Alexandra GUILLOT 

Entretien avec Éric Mangion, 2018

Dans un texte vous concernant, la critique d’art Marianne Derrien écrit : « Le poète travaille en dormant ». Comment interpréter cette phrase en lien avec votre travail ?


En menant quelques recherches pour préparer cet entretien, je suis tombée sur ce sonnet que je m’empresse de mettre en exergue de cette réponse.

 

Le paresseux (1631)

Accablé de paresse et de mélancolie,
Je rêve dans un lit où je suis fagoté,
Comme un lièvre sans os qui dort dans un pâté,
Ou comme un Don Quichotte en sa morne folie.

Là, sans me soucier des guerres d'Italie,
Du comte Palatin, ni de sa royauté,
Je consacre un bel hymne à cette oisiveté
Où mon âme en langueur est comme ensevelie.

Je trouve ce plaisir si doux et si charmant,
Que je crois que les biens me viendront en dormant,
Puisque je vois déjà s'en enfler ma bedaine,

Et hais tant le travail, que, les yeux entrouverts,
Une main hors des draps, cher Baudoin, à peine
Ai-je pu me résoudre à t'écrire ces vers.
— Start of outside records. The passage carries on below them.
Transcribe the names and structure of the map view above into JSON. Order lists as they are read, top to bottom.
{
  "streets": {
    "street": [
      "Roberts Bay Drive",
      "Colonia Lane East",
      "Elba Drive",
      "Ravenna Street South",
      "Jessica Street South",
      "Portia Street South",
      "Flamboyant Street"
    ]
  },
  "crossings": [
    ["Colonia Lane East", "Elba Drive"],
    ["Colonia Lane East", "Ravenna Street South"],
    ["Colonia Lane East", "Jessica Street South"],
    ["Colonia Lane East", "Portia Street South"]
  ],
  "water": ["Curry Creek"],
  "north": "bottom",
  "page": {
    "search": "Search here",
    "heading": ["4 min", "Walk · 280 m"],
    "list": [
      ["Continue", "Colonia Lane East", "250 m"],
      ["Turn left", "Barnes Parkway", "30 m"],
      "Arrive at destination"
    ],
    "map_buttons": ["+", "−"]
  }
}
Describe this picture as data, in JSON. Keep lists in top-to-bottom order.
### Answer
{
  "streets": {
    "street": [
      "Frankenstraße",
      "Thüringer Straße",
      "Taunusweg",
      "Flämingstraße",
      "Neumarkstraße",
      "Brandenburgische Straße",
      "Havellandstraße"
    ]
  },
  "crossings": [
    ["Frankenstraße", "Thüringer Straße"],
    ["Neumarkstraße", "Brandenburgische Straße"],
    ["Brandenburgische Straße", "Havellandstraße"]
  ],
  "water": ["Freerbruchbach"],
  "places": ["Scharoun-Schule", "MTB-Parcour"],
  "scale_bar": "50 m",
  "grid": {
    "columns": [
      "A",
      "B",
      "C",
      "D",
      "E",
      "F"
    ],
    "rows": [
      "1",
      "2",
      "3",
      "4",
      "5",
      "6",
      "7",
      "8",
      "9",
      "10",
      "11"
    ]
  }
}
Marc-Antoine Girard de Saint-Amant (1594-1661)

 
Le territoire du rêve est celui d’une tentative de narration dont on ne détient pas tous les éléments et qui nous force, pour tenter d’en faire le tour, à l’interprétation.
J’essaie de construire mes installations selon ce modèle. Je m’amuse à semer des indices, des objets, souvent détournés de leur normalité, objets familiers basculant dans l’étrange. Je ne cherche généralement aucune issue à l’histoire partiellement construite, mais bien plutôt une situation où le spectateur interprète lui-même les manques à l’aide de son vécu, de ses références, de ses hantises. Je l’invite par là à se servir de son imagination pour réfléchir, et non uniquement de sa raison.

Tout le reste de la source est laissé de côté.